5. There must be no “public health” measures blocking normal human interaction between athletes, members of the media, and residents of the host city. Such measures defeat the whole point of having the competition in a particular country in the first place. If the Games or the Cup are to be held in a “bubble,” that can be done almost anywhere. Moreover, scientific evidence increasingly shows that lockdowns and other similar restrictions on freedom of movement do little to stop the spread of Covid, while causing enormous harm. But if a city really is somehow too disease-ridden to allow normal human interaction, it is also too disease-ridden to host major international sports events. In fairness, this point was largely inspired by the draconian Covid restrictions in China, and may have relatively little relevance to other countries.

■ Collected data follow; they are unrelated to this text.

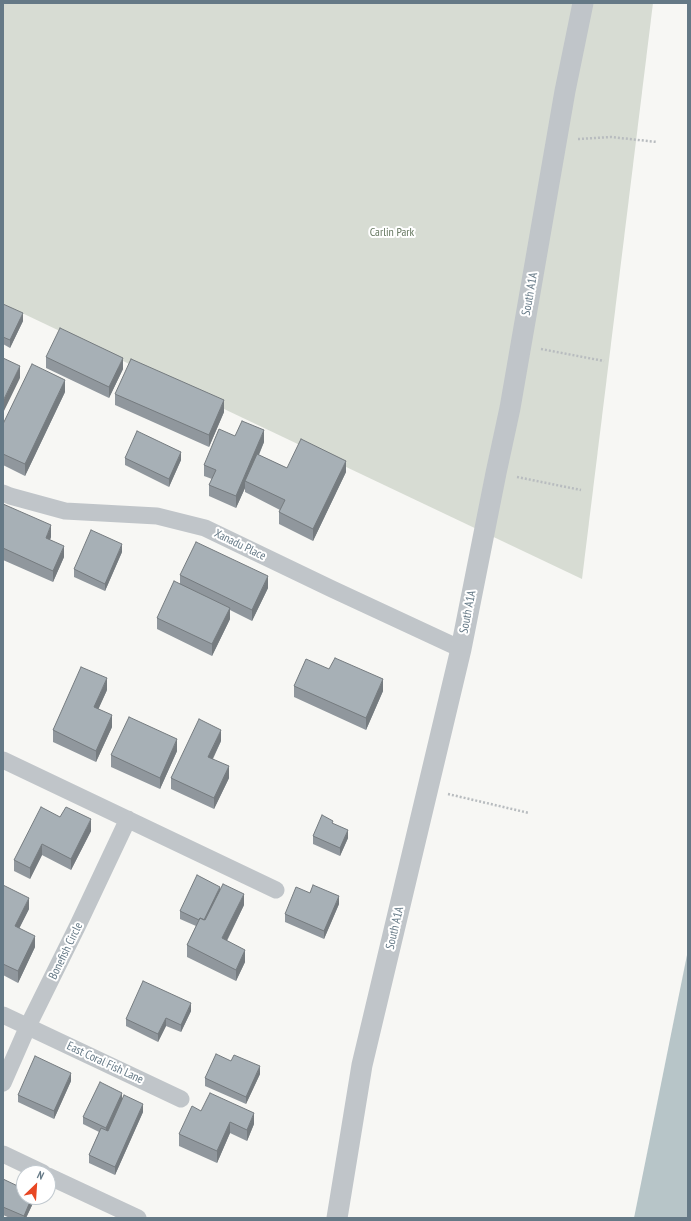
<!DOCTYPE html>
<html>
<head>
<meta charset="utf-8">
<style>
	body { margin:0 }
	#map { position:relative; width:691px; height:1221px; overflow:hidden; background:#f7f7f4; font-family:"PT Sans Narrow",sans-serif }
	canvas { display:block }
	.frame { position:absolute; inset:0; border:4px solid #657986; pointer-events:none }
	.north { position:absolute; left:16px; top:1165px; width:40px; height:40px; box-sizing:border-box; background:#fff; border:1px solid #c1c9cf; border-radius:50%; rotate:25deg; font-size:11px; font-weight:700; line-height:16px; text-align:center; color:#657986 }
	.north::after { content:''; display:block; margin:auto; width:14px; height:18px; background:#e84723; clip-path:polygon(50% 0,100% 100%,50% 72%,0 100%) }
</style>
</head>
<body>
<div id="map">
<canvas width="691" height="1221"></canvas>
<div class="frame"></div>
<div class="north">N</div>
</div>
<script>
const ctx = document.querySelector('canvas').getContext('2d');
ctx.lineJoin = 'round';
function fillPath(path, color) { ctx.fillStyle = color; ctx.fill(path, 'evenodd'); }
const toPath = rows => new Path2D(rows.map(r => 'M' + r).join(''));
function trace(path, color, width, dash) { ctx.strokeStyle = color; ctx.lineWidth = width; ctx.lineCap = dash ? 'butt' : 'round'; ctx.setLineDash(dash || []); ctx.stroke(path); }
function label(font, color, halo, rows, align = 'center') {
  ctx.font = font + ' "PT Sans Narrow",sans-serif'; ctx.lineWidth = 4; ctx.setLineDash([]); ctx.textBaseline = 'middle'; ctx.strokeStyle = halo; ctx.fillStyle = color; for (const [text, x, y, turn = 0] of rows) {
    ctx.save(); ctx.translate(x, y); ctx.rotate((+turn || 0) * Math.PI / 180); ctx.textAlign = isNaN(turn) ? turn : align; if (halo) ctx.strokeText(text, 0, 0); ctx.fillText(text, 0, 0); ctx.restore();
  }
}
fillPath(toPath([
	[3,3,653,3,582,579,3,304]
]), '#d7dcd3');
fillPath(toPath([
	[688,950,688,1218,634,1218]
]), '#b7c5c8');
trace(toPath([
	[578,139,611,137,657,142],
	[541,349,604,361],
	[517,477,581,490],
	[448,794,529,813]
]), '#b8bcbf', 2.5, [2, 2]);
trace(toPath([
	[3,493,10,496,65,511,157,516,205,528,332,589,461,649],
	[3,760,276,890],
	[3,1015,181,1099],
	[3,1083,28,1026,78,925,128,819],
	[3,1154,43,1173],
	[48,1176,138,1218]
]), '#c0c5c9', 17);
trace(toPath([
	[337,1218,362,1065,461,649,496,473,510,408,565,91,583,3]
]), '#c0c5c9', 21);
fillPath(toPath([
	[3,304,23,321,10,348,3,344],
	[46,357,123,369,109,398,46,368],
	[65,392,25,476,3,465,3,424],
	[115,394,224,412,209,447,115,405],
	[235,436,264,442,259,455,287,468,346,472,313,541,279,524,279,512,280,510,245,492,245,488,236,508,209,496,209,485,212,479,204,476,204,465],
	[125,458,181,460,169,487,125,465],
	[3,504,51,537,50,540,64,557,53,582,3,560],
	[122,552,105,591,74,577,74,569],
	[180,575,268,588,252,621,230,610,230,619,212,656,157,629,157,618,180,584],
	[329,669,383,691,366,730,294,697,294,686],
	[107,690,98,709,112,727,96,762,53,742,53,730],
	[221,741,213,759,229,778,214,809,171,789,171,778],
	[177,751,160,789,111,767,111,755],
	[60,817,91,831,71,870,42,855,30,879,14,871,14,860],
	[333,824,348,838,340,856,313,844,313,836],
	[3,885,29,909,19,928,35,947,18,983,3,975],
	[220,890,244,905,227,941,245,962,236,981,187,957,187,945,196,926,180,919,180,911],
	[310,893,339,904,324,939,285,922,285,914],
	[191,1011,181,1032,166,1026,158,1042,126,1026,126,1019],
	[231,1061,260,1074,246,1104,205,1086,205,1078],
	[71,1081,54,1119,18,1102,18,1095],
	[122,1098,143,1112,115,1175,89,1163,89,1155,99,1132,83,1124,83,1117],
	[201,1111,254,1124,247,1141,230,1133,217,1163,179,1146,179,1134],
	[3,1179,34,1197,34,1201,26,1218,10,1218,3,1215]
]), '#90979d');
fillPath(toPath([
	[23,313,23,321,10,348,10,340],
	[123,358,123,369,109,398,109,387],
	[20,366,20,378,3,413,3,401],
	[65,380,65,392,25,476,25,464],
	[224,400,224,412,209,447,209,435],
	[264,430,264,442,247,482,245,481,245,488,236,508,236,496],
	[181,452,181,460,169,487,169,479],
	[346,461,346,472,313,541,313,529],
	[51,525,51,537,46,549,46,538],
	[122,544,122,552,105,591,105,584],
	[64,546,64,557,53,582,53,571],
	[268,576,268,588,252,621,252,610],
	[230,608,230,619,212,656,212,644],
	[107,678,107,690,94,719,94,707],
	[383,679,383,691,366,730,366,718],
	[112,715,112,727,96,762,96,751],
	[221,730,221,741,208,768,208,757],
	[177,739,177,751,160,789,160,778],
	[229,766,229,778,214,809,214,798],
	[91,819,91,831,71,870,71,859],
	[348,830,348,838,340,856,340,848],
	[42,844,42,855,30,879,30,868],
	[220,887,220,894,203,930,203,922],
	[244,894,244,905,222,950,222,938],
	[339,896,339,904,324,939,324,931],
	[29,898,29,909,15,937,15,926],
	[35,936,35,947,18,983,18,971],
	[245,950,245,962,236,981,236,970],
	[191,1003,191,1011,181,1032,181,1025],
	[166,1018,166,1026,158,1042,158,1034],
	[260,1066,260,1074,246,1104,246,1097],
	[71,1073,71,1081,54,1119,54,1111],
	[122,1093,122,1101,106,1135,106,1128],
	[143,1104,143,1112,115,1175,115,1167],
	[254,1113,254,1124,247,1141,247,1130],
	[230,1122,230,1133,217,1163,217,1151],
	[32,1197,34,1197,34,1201,26,1218,24,1218,24,1216]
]), '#757b7f');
const building = toPath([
	[3,304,23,313,10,340,3,337,3,304],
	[60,328,123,358,109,387,46,357,60,328],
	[3,358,20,366,3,401,3,358],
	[131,359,224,400,209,435,115,394,131,359],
	[32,364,65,380,25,464,3,454,3,424,32,364],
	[242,421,264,430,236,496,209,485,216,470,204,465,219,429,235,436,242,421],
	[137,431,181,452,169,479,125,458,137,431],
	[301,439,346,461,313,529,279,512,285,500,245,481,257,454,287,468,301,439],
	[3,504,51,525,46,538,64,546,53,571,3,548,3,504],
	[91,530,122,544,105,584,74,569,91,530],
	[196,542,268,576,252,610,180,575,196,542],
	[174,581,230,608,212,644,157,618,174,581],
	[335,658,383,679,366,718,294,686,306,659,329,669,335,658],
	[81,667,107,678,94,707,112,715,96,751,53,730,81,667],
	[129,717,177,739,160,778,111,755,129,717],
	[199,719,221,730,208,757,229,766,214,798,171,778,199,719],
	[41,807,60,817,66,807,91,819,71,859,42,844,30,868,14,860,41,807],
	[322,815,333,821,332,823,348,830,340,848,313,836,322,815],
	[197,875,220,887,204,920,200,918,199,920,180,911,197,875],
	[223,884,244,894,222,938,245,950,236,970,187,945,200,918,205,920,223,884],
	[3,885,29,898,15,926,35,936,18,971,3,964,3,885],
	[313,885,339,896,324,931,285,914,296,887,310,893,313,885],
	[143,981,191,1003,181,1025,166,1018,158,1034,126,1019,143,981],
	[216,1054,231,1061,234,1055,260,1066,246,1097,205,1078,216,1054],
	[35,1056,71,1073,54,1111,18,1095,35,1056],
	[100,1082,122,1093,106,1128,83,1117,100,1082],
	[210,1093,254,1113,247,1130,230,1122,217,1151,179,1134,192,1106,201,1111,210,1093],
	[124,1095,143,1104,115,1167,89,1155,101,1128,108,1131,124,1095],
	[3,1179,24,1189,24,1197,32,1197,24,1216,3,1207,3,1179]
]);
fillPath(building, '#a7b0b6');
trace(building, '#757b7f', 1);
label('12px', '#667860', '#fff', [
	["Carlin Park",392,233]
]);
label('12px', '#657986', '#fff', [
	["South A1A",530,294,-80],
	["Xanadu Place",240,545,26],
	["South A1A",468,612,-79],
	["South A1A",395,928,-77],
	["Bonefish Circle",66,951,-64],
	["East Coral Fish Lane",105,1063,25]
]);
</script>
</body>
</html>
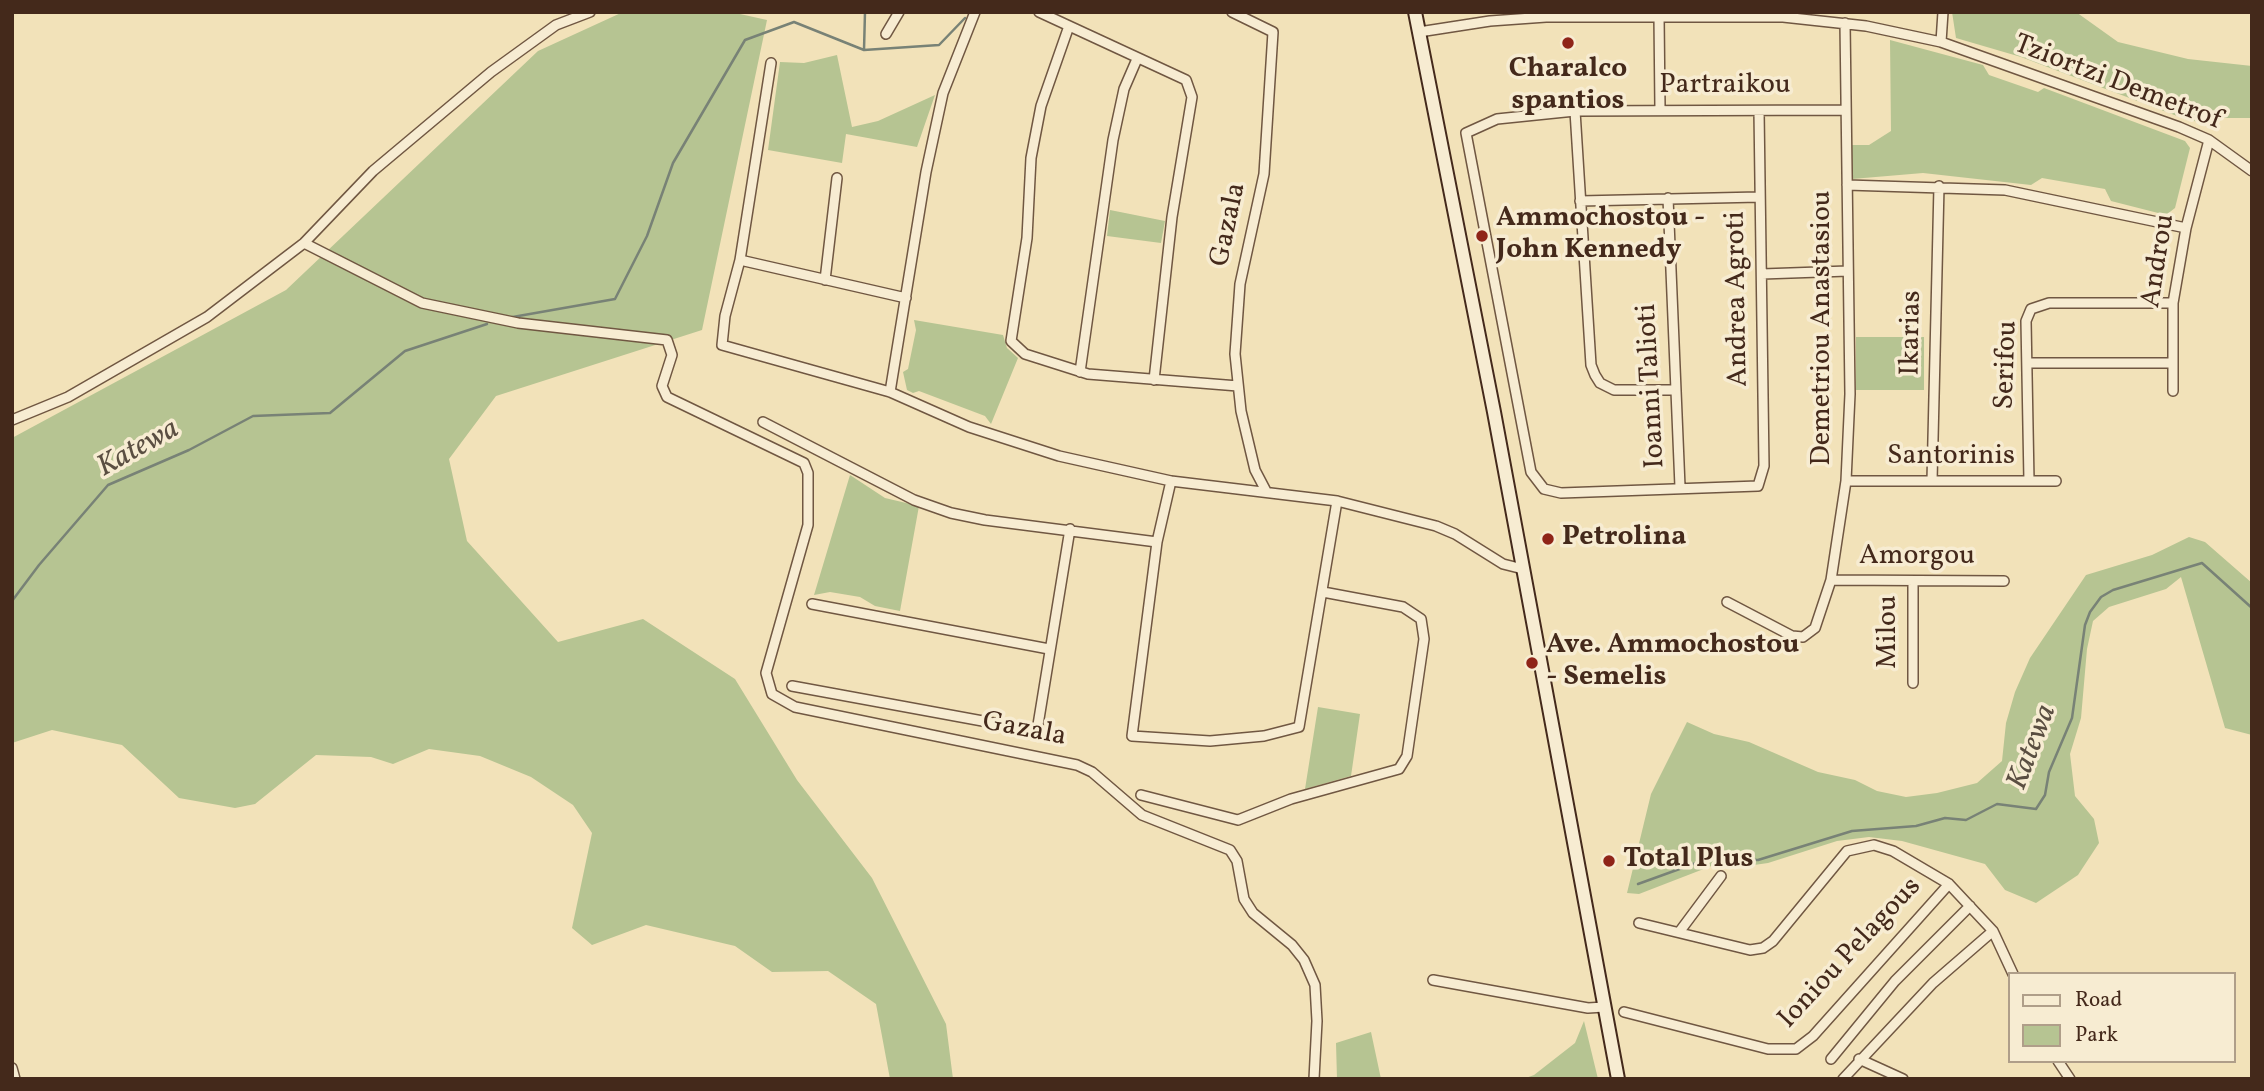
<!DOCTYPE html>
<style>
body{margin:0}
#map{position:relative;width:2264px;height:1091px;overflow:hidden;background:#f2e2b9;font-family:Vollkorn,serif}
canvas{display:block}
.frame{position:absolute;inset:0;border:14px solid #44291b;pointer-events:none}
.legend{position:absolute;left:2008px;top:972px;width:228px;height:91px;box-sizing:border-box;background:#f7ecd2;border:2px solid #af9e89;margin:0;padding:9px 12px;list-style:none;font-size:21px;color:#44291b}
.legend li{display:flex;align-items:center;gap:14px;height:35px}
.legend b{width:35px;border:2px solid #af9e89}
</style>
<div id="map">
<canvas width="2264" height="1091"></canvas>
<div class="frame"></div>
<ul class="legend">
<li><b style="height:9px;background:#f7ecd2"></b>Road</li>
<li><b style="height:19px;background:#b6c492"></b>Park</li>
</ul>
</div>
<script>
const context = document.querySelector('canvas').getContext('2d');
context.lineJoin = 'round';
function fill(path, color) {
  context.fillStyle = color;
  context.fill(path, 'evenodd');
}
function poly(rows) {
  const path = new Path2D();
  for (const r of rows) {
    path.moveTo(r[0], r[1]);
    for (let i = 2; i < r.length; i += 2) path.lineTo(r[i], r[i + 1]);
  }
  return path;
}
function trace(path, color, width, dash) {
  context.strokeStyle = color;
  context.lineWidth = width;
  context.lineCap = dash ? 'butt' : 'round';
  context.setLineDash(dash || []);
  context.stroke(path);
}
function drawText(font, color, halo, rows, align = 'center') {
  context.font = font + ' Vollkorn,serif';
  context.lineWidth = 7;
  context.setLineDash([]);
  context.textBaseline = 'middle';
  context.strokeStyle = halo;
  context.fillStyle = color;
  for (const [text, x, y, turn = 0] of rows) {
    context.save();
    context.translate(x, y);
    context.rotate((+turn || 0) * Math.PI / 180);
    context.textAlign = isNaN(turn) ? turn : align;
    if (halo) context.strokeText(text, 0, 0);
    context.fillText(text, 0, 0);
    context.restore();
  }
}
const green = poly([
 [623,12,731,12,767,20,702,330,496,396,449,459,467,541,558,642,643,619,735,679,797,780,872,878,946,1024,953,1079,890,1079,876,1004,828,971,772,972,735,946,646,925,592,945,572,928,592,833,573,805,531,777,480,756,429,749,393,764,371,757,316,755,255,804,235,808,179,798,122,745,52,730,12,743,12,438,286,290,538,51],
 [1952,12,2076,12,2118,42,2188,59,2252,66,2252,118,2221,118,2203,123,2185,119,2021,57,1956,38],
 [1890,40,1983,65,1989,75,2038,92,2044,88,2185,141,2190,148,2175,208,2166,215,2111,201,2105,189,2042,178,2031,185,1923,173,1852,179,1850,145,1869,145,1891,131],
 [837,55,852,127,878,121,935,95,917,147,846,134,842,163,768,150,780,62,804,63],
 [1110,210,1165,221,1161,243,1107,236],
 [914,320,1003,335,1007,348,1018,358,991,424,985,416,919,391,913,393,907,390,903,372,908,369,916,330],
 [1856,337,1924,337,1924,390,1856,390],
 [850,475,885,498,919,506,900,611,875,606,860,597,830,592,814,595],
 [2189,537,2205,542,2252,583,2252,735,2225,728,2181,577,2166,589,2109,607,2093,621,2087,649,2081,718,2070,754,2075,796,2094,819,2099,843,2078,875,2036,903,2005,890,1985,864,1902,841,1869,837,1837,841,1768,863,1733,868,1714,865,1639,894,1627,893,1651,794,1687,722,1714,734,1749,742,1818,772,1855,780,1877,791,1906,797,1937,793,1977,783,2002,761,2006,723,2015,692,2030,658,2086,575,2152,555],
 [1318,707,1360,714,1351,776,1305,789],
 [1584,1021,1598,1079,1523,1079,1534,1075,1575,1043],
 [1371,1032,1381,1079,1337,1079,1336,1043]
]);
const stream = poly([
 [864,50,865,12],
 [507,318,615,299,647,236,673,163,745,40,794,22,864,50,939,45,965,18],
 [12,601,39,565,108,485,189,450,253,416,330,413,405,351,487,324],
 [1638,884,1710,858,1758,860,1852,831,1916,826,1945,818,1966,820,1997,804,2036,809,2045,795,2049,772,2072,718,2085,625,2090,612,2101,597,2113,590,2202,563,2252,608]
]);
const street = poly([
 [1039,12,1186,80,1192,97,1172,217,1154,380],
 [1232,12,1273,32,1264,174,1240,284,1235,354,1241,411,1255,470,1266,491],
 [1659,16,1660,109],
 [1069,26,1041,106,1031,158,1027,238,1011,341,1025,354,1088,374,1238,386],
 [1419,32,1490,21,1546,17,1783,17,1866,26,1941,42,2179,127,2209,140,2252,171],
 [886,34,899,12],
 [1941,42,1943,12],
 [771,63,740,260,725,316,722,345,890,392,969,427,1059,456,1171,481,1337,501,1436,526,1455,534,1503,564,1523,569],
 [1575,111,1591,365,1595,375,1600,383,1614,390,1675,390],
 [1759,111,1764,466,1758,486,1561,493,1544,489,1531,472,1466,133,1497,119,1575,111,1844,110],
 [1847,185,2005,190,2186,228],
 [1668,198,1680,487],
 [1580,201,1759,197],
 [304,243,422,303,518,323,667,340,672,355,662,386,667,397,804,463,808,473,808,525,766,673,772,694,795,707,1077,765,1092,772,1142,815,1230,850,1237,861,1244,899,1253,913,1292,945,1304,960,1315,985,1317,1021,1314,1079],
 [740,260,906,298],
 [1762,274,1848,271],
 [825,280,837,178],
 [2027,363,2173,363],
 [1080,372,1113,140,1124,89,1137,59],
 [2173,391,2173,303,2186,228,2209,140],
 [890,392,926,172,943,93,975,12],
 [12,420,68,397,207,317,304,243,373,171,491,72,556,25,590,12],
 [763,422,914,500,951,513,985,520,1157,542],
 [1171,481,1157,542,1132,736,1210,741,1264,736,1299,727,1337,501],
 [1846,481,2056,481],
 [1932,481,1939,186],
 [2029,481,2026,321,2031,309,2049,303,2173,303],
 [1831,580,2004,581],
 [1727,602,1792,636,1803,637,1815,628,1831,580,1846,481,1850,394,1845,23],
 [812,604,1049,649],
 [1913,683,1913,581],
 [792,686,1037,731,1070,529],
 [1141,795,1238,820,1291,799,1399,769,1407,756,1424,639,1421,619,1403,607,1323,592],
 [1639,923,1750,950,1763,948,1773,941,1847,851,1874,845,1893,851,1949,884,1993,931,2013,974],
 [1680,931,1721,876],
 [1433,980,1588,1008,1604,1007],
 [1624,1012,1768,1049,1796,1049,1813,1036,1949,884],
 [1831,1059,1895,981,1970,906],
 [1859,1059,1903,1079],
 [2058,1061,2070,1079],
 [12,1068,15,1079],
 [1843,1079,1933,983,1993,931]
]);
const secondary = poly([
 [1415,12,1494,412,1618,1079]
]);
const markers = [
 [1568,43,7,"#8f2418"],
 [1482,236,7,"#8f2418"],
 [1548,539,7,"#8f2418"],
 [1532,663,7,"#8f2418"],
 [1609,861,7,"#8f2418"]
];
const poiNames = [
 ["Charalco",1568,71,"center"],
 ["spantios",1568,103,"center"],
 ["Ammochostou -",1496,220],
 ["John Kennedy",1496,252],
 ["Petrolina",1562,539],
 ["Ave. Ammochostou",1546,647],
 ["- Semelis",1546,679],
 ["Total Plus",1623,861]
];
const streetNames = [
 ["Tziortzi Demetrof",2117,84,21],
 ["Partraikou",1725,87],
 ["Gazala",1230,225,-78],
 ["Androu",2160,261,-81],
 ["Andrea Agroti",1739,299,-91],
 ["Demetriou Anastasiou",1824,328,-90],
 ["Ikarias",1913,333,-89],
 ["Serifou",2008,365,-88],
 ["Ioanni Talioti",1653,386,-93],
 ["Santorinis",1951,458],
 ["Amorgou",1917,558],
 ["Milou",1890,632,-90],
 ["Gazala",1024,731,11],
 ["Ioniou Pelagous",1851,954,-47]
];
const waterNames = [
 ["Katewa",139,450,-29],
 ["Katewa",2034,748,-69]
];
fill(green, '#b6c492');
trace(stream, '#788276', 2.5);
trace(street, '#705742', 12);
trace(secondary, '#44291b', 16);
trace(street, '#f7ecd2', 9);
trace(secondary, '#f7ecd2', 12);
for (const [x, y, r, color] of markers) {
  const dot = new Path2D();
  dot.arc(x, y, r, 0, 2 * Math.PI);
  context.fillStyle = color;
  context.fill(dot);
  trace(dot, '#f7ecd2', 2.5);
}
drawText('bold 28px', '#44291b', '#f7ecd2', poiNames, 'left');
drawText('28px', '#44291b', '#f7ecd2', streetNames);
drawText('italic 30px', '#5a4e41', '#f7ecd2', waterNames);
</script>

It is blatantly obvious that a deeply corrupt organization like FIFA will never accept such constraints of its own accord. The same goes for the International Olympic Committee. But they can be pressured into doing the right thing. The strategy I outlined for how to do this with the Olympics is also applicable for the World Cup:

[T]he United States and other liberal democracies can easily force through these reforms simply by making them a condition of future participation in the games. Without the participation of the US and its allies, IOC revenue would plummet, as the value of broadcast rights massively declines.

The question is whether the US and other Western governments have the political will to do what needs to be done….

The US and other democracies can make these demands more credible by threatening to host alternative Winter and Summer games of their own. This would undermine the objection that boycotts unfairly deprive athletes of the opportunity to compete at the highest level. I suggested a similar strategy to force the IOC to move the 2022 games out of Beijing.

Due to the relatively low popularity of soccer here,  the US is a far less important source of TV revenue for the World Cup than the Olympic. But liberal democracies nonetheless still account for the lion’s share of FIFA’s income from the event. They also have a large majority of the world’s top national teams. And, as with the Olympics, western nations can credibly threaten to hold an alternative competition should FIFA refuse to comply.

In sum, liberal democracies have all the leverage they need to permanently do away with the dark side of the World Cup, as well as that of the Olympics. All we need is the political will to use it.

I am far from optimistic that it will be generated anytime soon. But, over time, widespread condemnation of travesties like the Beijing Olympics and the last three World Cups (Russia, Qatar, and the 2014 Cup in Brazil, which featured forcible displacement of thousands of people) might generate momentum for reform.